◆ Task description
How many lines in the data hold the string "radius"? State the number alone.

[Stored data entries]
== Segment start ==

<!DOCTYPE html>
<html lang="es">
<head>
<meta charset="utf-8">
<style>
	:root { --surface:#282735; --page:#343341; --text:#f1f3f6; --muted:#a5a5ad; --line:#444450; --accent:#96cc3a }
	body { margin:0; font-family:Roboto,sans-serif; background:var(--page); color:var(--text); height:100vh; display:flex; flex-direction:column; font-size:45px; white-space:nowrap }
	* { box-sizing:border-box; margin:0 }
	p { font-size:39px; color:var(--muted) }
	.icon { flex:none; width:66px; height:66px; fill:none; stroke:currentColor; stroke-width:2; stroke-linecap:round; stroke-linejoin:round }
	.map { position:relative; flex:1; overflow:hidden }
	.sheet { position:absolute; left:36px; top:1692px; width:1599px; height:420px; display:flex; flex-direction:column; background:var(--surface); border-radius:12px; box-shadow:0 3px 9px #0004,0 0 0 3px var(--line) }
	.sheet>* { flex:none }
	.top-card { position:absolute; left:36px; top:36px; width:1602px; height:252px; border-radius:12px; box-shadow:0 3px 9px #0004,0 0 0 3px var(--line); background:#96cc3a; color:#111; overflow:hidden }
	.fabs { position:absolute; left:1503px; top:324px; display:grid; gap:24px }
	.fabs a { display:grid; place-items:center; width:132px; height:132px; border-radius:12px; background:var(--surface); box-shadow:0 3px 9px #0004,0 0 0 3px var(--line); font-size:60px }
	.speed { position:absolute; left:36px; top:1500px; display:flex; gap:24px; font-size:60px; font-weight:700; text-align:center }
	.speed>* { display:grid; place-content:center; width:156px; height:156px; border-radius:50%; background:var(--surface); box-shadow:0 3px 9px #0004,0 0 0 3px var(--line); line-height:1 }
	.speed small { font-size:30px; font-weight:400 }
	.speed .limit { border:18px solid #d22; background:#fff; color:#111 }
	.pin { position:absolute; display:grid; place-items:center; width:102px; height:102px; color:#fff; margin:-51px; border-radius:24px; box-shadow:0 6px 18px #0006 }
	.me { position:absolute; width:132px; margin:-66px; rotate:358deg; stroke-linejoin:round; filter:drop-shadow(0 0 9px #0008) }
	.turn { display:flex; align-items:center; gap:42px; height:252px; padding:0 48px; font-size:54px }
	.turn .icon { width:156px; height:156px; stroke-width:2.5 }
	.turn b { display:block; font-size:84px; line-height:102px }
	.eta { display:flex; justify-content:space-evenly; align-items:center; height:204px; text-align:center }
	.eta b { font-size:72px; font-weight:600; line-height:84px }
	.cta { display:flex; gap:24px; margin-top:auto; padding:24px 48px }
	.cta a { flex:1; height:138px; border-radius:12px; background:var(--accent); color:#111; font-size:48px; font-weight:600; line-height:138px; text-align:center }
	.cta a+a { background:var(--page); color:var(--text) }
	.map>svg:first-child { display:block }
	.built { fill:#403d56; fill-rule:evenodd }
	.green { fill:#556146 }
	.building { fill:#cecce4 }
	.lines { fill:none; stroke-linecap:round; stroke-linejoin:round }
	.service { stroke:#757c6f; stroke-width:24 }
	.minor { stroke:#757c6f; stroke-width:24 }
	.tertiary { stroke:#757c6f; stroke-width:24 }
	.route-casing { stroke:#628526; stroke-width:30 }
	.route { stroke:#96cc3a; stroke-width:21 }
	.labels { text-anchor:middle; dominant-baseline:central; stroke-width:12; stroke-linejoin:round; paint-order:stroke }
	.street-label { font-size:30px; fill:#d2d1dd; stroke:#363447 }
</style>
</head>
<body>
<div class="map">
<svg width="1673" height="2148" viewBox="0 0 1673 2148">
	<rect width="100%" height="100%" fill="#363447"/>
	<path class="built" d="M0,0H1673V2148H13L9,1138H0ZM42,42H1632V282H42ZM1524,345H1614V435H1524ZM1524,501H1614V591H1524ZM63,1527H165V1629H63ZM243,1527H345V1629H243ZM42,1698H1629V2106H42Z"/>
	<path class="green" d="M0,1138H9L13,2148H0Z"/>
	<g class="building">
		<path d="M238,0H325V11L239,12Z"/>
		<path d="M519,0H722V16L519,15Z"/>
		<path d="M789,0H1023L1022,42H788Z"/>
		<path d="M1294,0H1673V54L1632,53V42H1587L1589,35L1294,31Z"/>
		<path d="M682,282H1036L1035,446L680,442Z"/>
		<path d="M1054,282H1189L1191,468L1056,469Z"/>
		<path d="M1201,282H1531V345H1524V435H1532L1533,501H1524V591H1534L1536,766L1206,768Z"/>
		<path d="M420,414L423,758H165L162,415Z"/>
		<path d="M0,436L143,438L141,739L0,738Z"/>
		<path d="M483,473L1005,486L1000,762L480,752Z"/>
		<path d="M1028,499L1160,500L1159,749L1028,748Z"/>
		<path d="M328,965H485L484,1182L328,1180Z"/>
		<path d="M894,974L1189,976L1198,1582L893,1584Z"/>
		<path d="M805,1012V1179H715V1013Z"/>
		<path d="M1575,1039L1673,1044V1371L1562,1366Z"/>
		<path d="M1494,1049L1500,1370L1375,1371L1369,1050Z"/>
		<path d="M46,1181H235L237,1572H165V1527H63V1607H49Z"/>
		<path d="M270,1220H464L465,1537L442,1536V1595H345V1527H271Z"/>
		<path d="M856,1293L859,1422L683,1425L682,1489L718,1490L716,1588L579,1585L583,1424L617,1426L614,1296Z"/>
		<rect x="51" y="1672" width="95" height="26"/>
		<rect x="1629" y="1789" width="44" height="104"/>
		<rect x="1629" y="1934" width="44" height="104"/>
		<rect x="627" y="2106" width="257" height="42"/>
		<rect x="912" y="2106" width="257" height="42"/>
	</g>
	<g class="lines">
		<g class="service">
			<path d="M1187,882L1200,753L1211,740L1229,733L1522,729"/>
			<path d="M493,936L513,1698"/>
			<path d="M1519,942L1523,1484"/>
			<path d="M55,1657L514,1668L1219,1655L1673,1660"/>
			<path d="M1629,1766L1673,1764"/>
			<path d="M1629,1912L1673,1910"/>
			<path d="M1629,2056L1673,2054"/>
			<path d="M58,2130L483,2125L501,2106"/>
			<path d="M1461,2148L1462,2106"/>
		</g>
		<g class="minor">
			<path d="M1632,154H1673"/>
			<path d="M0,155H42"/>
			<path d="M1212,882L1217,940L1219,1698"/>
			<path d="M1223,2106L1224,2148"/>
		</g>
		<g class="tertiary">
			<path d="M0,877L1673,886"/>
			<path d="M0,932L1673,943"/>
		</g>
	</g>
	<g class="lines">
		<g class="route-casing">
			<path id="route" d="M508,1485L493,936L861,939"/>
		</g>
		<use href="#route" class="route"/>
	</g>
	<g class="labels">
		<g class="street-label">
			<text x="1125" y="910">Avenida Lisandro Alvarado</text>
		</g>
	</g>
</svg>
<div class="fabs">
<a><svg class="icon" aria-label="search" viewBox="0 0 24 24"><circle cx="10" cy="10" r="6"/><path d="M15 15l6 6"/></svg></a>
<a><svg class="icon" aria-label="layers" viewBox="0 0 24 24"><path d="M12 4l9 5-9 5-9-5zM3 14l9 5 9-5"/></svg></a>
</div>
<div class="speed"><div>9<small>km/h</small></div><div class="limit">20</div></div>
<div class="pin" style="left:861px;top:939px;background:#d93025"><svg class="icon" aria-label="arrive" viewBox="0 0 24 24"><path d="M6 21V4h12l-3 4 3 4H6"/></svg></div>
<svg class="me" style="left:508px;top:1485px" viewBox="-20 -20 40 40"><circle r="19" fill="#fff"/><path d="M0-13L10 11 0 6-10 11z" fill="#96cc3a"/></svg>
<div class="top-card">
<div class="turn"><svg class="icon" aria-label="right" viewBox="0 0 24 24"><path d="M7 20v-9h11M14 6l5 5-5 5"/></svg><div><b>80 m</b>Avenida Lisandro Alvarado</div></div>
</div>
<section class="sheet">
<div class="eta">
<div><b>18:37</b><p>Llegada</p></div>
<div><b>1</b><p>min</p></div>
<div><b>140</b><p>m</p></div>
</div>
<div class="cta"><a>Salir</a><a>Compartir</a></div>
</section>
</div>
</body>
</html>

== Segment end ==

◆ Expected output
6